The ten files in this module¶
- Overview (
index.md) - Rule Families, Includes, and Named Ownership
- Modules, Reuse, and Explicit Interfaces
- File APIs, Schemas, and Public Contracts
- CI Gates, Drift Control, and Review Surfaces
- Resource Boundaries and Executor-Proof Workflow Design
- Worked Example: Refactoring a Growing Workflow Without Hiding It
- Exercises
- Exercise Answers
- Glossary
How to use the file set¶
| If you need to... | Start here |
|---|---|
| split one large Snakefile into named rule ownership without losing the visible DAG | Rule Families, Includes, and Named Ownership |
| decide whether a boundary should become a real workflow module | Modules, Reuse, and Explicit Interfaces |
| define which files are public workflow contracts and how to validate them | File APIs, Schemas, and Public Contracts |
| protect repository growth with proportionate gates and review surfaces | CI Gates, Drift Control, and Review Surfaces |
| keep resources and executor-facing assumptions from distorting workflow meaning | Resource Boundaries and Executor-Proof Workflow Design |
| see the whole module as one repository refactor | Worked Example: Refactoring a Growing Workflow Without Hiding It |
| test your own understanding | Exercises |
| compare your reasoning against a reference answer | Exercise Answers |
| stabilize the module vocabulary | Glossary |
The running question¶
Carry this question through every page:
if this repository grows tomorrow, which boundary should absorb the change so the workflow stays explainable?

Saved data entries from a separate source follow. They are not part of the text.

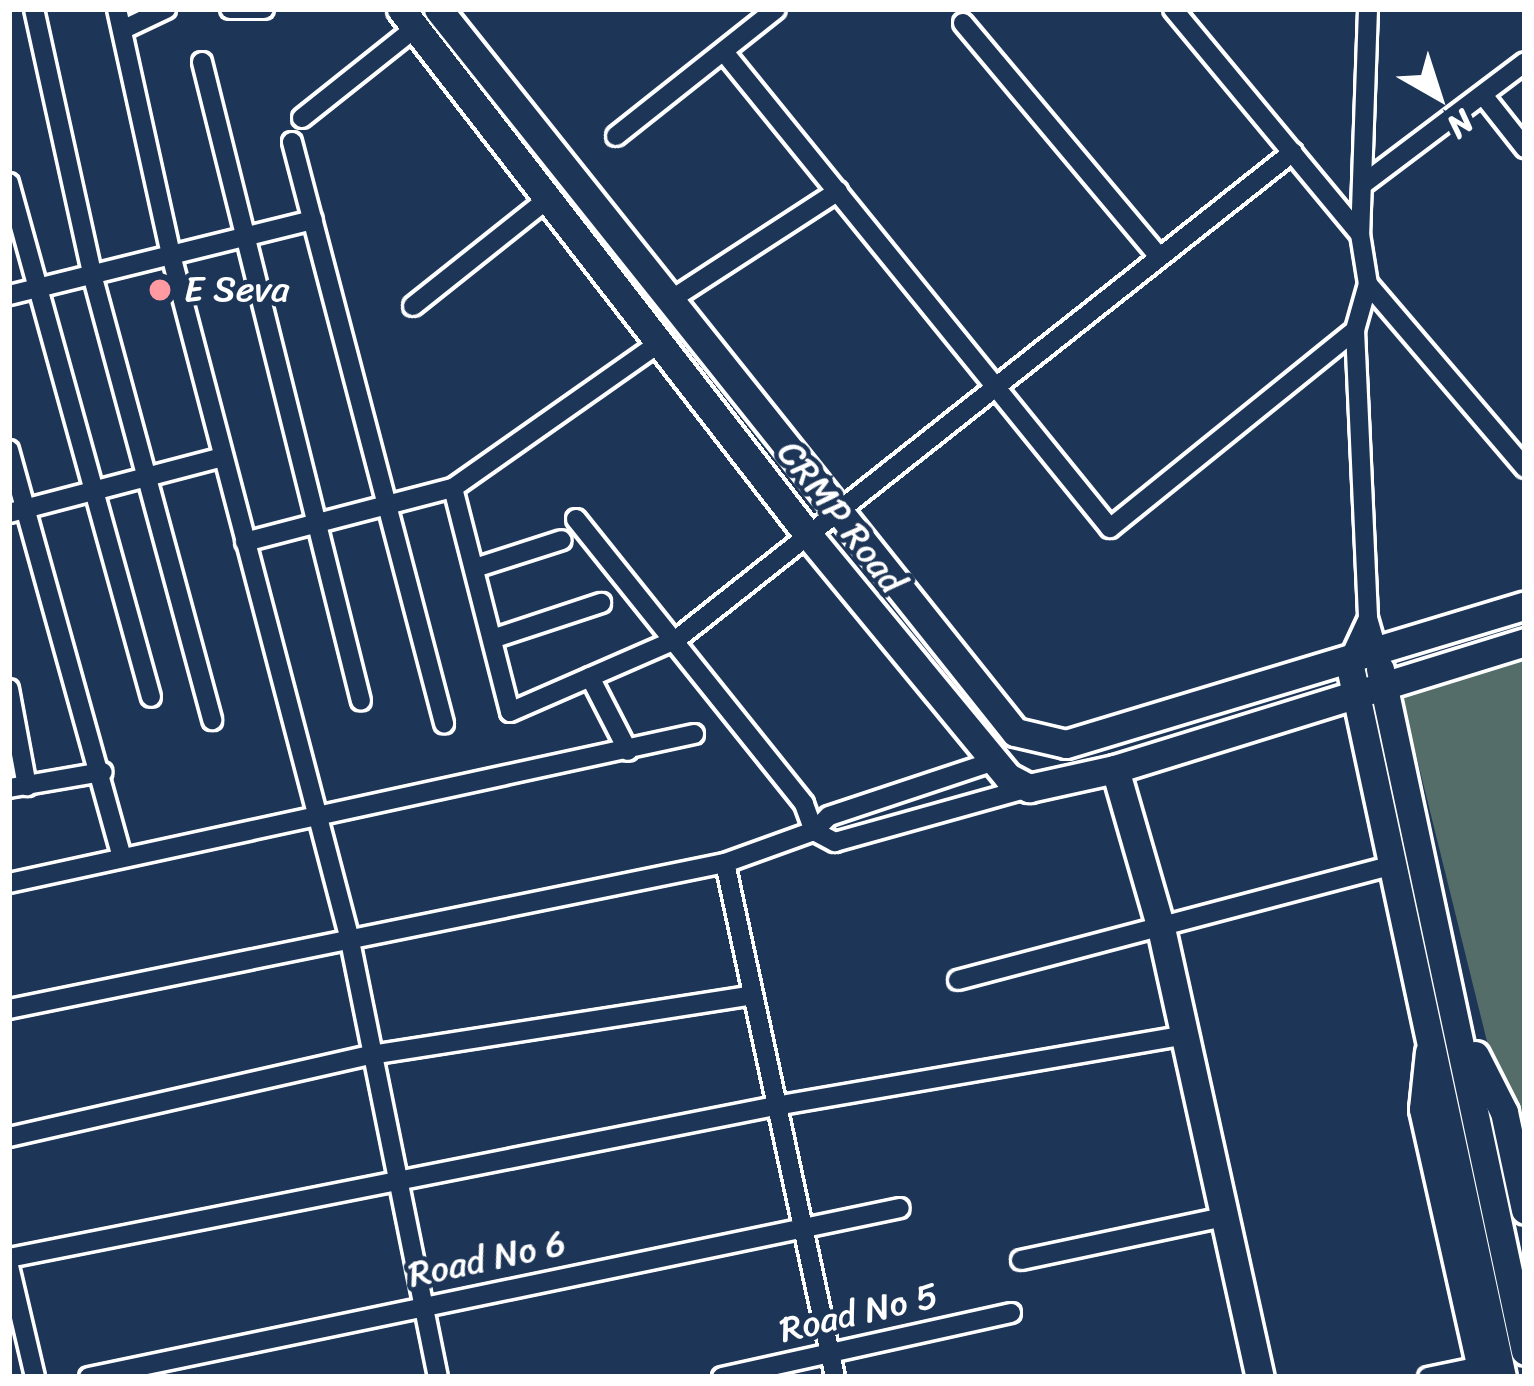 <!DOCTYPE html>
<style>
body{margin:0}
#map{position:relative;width:1534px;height:1386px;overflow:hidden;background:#1d3557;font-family:Sriracha,sans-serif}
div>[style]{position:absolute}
.green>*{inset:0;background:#556d69}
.roads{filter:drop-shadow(3px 0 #fff) drop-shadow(-3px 0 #fff) drop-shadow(0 3px #fff) drop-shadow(0 -3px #fff)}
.street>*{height:18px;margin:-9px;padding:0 9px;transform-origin:9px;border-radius:9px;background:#1d3557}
.secondary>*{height:27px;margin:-13.5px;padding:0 13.5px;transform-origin:13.5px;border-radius:13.5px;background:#1d3557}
.dots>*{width:33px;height:33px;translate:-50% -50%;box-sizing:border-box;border:6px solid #1d3557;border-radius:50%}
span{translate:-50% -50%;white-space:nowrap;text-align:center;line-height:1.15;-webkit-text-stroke:9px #1d3557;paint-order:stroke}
.poi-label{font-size:36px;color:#fff}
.left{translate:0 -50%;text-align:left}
.street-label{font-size:36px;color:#fff}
.frame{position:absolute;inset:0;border:12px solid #fff;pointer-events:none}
.north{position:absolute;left:1378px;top:36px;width:120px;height:120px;-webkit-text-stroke:9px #1d3557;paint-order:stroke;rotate:141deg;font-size:33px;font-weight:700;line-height:48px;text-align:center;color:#fff}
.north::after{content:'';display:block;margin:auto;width:42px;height:54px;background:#fff;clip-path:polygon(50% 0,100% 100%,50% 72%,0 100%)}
</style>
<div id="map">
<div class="green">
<i style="clip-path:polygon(1525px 660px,1525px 1195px,1402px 698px)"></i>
</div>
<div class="roads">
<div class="street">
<i style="left:34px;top:9px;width:275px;rotate:77.6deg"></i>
<i style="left:93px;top:278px;width:458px;rotate:74.9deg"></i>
<i style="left:117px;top:9px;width:252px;rotate:77.6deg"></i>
<i style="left:171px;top:255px;width:704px;rotate:75.35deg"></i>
<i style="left:349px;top:936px;width:450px;rotate:78.6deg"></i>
<i style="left:230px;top:9px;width:34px"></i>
<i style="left:1173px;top:9px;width:293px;rotate:50.3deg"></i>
<i style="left:1368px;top:9px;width:225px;rotate:92deg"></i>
<i style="left:1360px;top:234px;width:51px;rotate:80.9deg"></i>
<i style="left:1368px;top:284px;width:48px;rotate:105.8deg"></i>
<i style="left:1355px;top:330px;width:288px;rotate:87.4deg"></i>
<i style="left:963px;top:23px;width:303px;rotate:50deg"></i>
<i style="left:122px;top:30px;width:49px;rotate:-25.5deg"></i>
<i style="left:724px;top:52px;width:613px;rotate:50.96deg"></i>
<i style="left:1110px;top:528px;width:315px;rotate:-38.9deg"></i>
<i style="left:202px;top:62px;width:658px;rotate:76.03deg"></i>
<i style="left:1483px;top:95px;width:68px;rotate:51.6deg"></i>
<i style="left:302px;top:118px;width:144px;rotate:-38.5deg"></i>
<i style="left:616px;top:136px;width:204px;rotate:-38.4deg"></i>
<i style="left:292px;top:142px;width:601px;rotate:75.34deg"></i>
<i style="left:9px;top:183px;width:533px;rotate:74.56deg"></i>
<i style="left:1362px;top:185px;width:204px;rotate:-37deg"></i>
<i style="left:1368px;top:284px;width:242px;rotate:49.5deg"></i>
<i style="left:9px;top:295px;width:313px;rotate:-13.9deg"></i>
<i style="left:672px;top:299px;width:198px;rotate:-33deg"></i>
<i style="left:413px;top:306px;width:175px;rotate:-38.5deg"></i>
<i style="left:9px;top:450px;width:423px;rotate:74.5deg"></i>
<i style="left:453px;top:488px;width:252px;rotate:-35.1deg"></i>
<i style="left:9px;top:513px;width:220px;rotate:-14.7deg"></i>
<i style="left:576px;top:519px;width:365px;rotate:51.3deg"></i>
<i style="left:804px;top:804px;width:29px;rotate:70deg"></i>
<i style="left:814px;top:831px;width:24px;rotate:28deg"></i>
<i style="left:835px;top:842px;width:201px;rotate:-15.6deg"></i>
<i style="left:245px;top:542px;width:215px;rotate:-14.6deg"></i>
<i style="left:453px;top:488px;width:231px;rotate:75.7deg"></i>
<i style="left:510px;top:712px;width:182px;rotate:-23.6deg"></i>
<i style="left:677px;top:639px;width:785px;rotate:-38.33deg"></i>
<i style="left:475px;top:568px;width:91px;rotate:-17.8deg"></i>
<i style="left:495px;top:638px;width:112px;rotate:-18.3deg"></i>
<i style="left:1349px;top:659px;width:45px;rotate:-65.1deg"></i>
<i style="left:1368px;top:618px;width:35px;rotate:74deg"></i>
<i style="left:590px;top:677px;width:83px;rotate:62.8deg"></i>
<i style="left:9px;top:689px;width:99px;rotate:79.5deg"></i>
<i style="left:9px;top:788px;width:95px;rotate:-9.7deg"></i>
<i style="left:725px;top:863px;width:526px;rotate:77.92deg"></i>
<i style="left:9px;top:883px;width:701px;rotate:-12.27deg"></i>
<i style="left:958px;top:980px;width:451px;rotate:-14.8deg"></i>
<i style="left:9px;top:1009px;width:731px;rotate:-11.53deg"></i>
<i style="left:725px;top:863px;width:95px;rotate:-19.8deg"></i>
<i style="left:814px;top:831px;width:21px;rotate:-45deg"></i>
<i style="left:829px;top:816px;width:171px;rotate:-18.4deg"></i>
<i style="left:9px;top:1137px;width:371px;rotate:-12.8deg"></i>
<i style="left:371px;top:1055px;width:386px;rotate:-8.9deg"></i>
<i style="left:9px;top:1258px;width:781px;rotate:-11.22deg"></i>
<i style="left:775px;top:1106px;width:412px;rotate:-9.8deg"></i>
<i style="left:1021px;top:1260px;width:207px;rotate:-12deg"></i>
<i style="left:9px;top:1266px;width:114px;rotate:76.8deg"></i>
<i style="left:89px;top:1377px;width:828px;rotate:-11.77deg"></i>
<i style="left:722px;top:1377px;width:296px;rotate:-12.5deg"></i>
<i style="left:1428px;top:1377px;width:53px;rotate:-11.9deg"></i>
</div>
<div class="secondary">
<i style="left:401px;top:9px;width:660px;rotate:52.26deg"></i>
<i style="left:805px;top:531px;width:319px;rotate:50.5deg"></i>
<i style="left:1008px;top:777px;width:24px;rotate:28deg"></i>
<i style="left:1029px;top:788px;width:88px;rotate:-12.5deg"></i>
<i style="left:1115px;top:769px;width:429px;rotate:-17.2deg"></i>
<i style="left:438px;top:9px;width:925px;rotate:51.41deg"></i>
<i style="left:1015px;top:732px;width:52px;rotate:13.2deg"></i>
<i style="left:1066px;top:744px;width:480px;rotate:-16.8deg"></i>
<i style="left:1380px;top:669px;width:697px;rotate:78deg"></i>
<i style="left:1351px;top:671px;width:722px;rotate:77.93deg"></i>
<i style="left:1115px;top:769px;width:166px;rotate:73.9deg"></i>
<i style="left:1161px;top:928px;width:460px;rotate:77.6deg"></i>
<i style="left:1429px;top:1052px;width:57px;rotate:96deg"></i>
<i style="left:1423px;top:1109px;width:275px;rotate:77.4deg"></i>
<i style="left:1475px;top:1055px;width:64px;rotate:63deg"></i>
<i style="left:1504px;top:1112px;width:100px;rotate:77.9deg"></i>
</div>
</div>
<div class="dots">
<i style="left:160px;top:290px;background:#ff9aa2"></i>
</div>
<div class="poi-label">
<span class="left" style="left:184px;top:290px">E Seva</span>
</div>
<div class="street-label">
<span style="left:841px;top:517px;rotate:52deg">CRMP Road</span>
<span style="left:487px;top:1259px;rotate:-12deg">Road No 6</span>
<span style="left:859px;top:1313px;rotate:-13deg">Road No 5</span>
</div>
<div class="frame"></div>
<div class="north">N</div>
</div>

Good Module 04 answers usually mention one or more of these:
- a rule-family split with clear ownership
- a module interface with named inputs and outputs
- a file API that marks public versus internal paths
- a schema or validation boundary that fails early
- a gate or proof route that protects the change before it spreads
The running example¶
This module keeps returning to one repository shape:
- a top-level workflow becomes too large to review comfortably
- coherent rule families move under
workflow/rules/ - a reusable sub-workflow may move under
workflow/modules/ - the public file contract is documented separately from internal orchestration
- CI and review gates prove the split did not weaken the workflow
That is the smallest scaling story worth teaching.
Commands to keep close¶
These commands form the evidence loop for Module 04:
snakemake --list-rules
snakemake --rulegraph mermaid-js > rulegraph.mmd
snakemake -n
snakemake --lint
make capstone-tour
They answer different questions:
- what rule surfaces are visible now
- how the rule relationships look after a split
- whether the plan still matches the intended contract
- whether obvious design smells already exist
- how the executed capstone expresses repository boundaries
Learning outcomes¶
By the end of this module, you should be able to:
- split a growing workflow by named ownership instead of by file length alone
- choose between
include:andmodulewith a real interface reason - document and validate a stable file interface
- defend repository growth with proportionate gates and drift evidence
- explain resource declarations as workflow-facing contracts rather than executor folklore
Exit standard¶
Do not move on until all of these are true:
- you can explain one split that belongs in
workflow/rules/and one that belongs inworkflow/modules/ - you can name which paths are public and which are internal in one workflow family
- you can describe one schema or validation check that protects an interface boundary
- you can say which gate should fail first if a scaling change quietly breaks the contract
- you can explain one resource declaration without treating it as accidental scheduler trivia
When those become ordinary, Module 04 has done its job.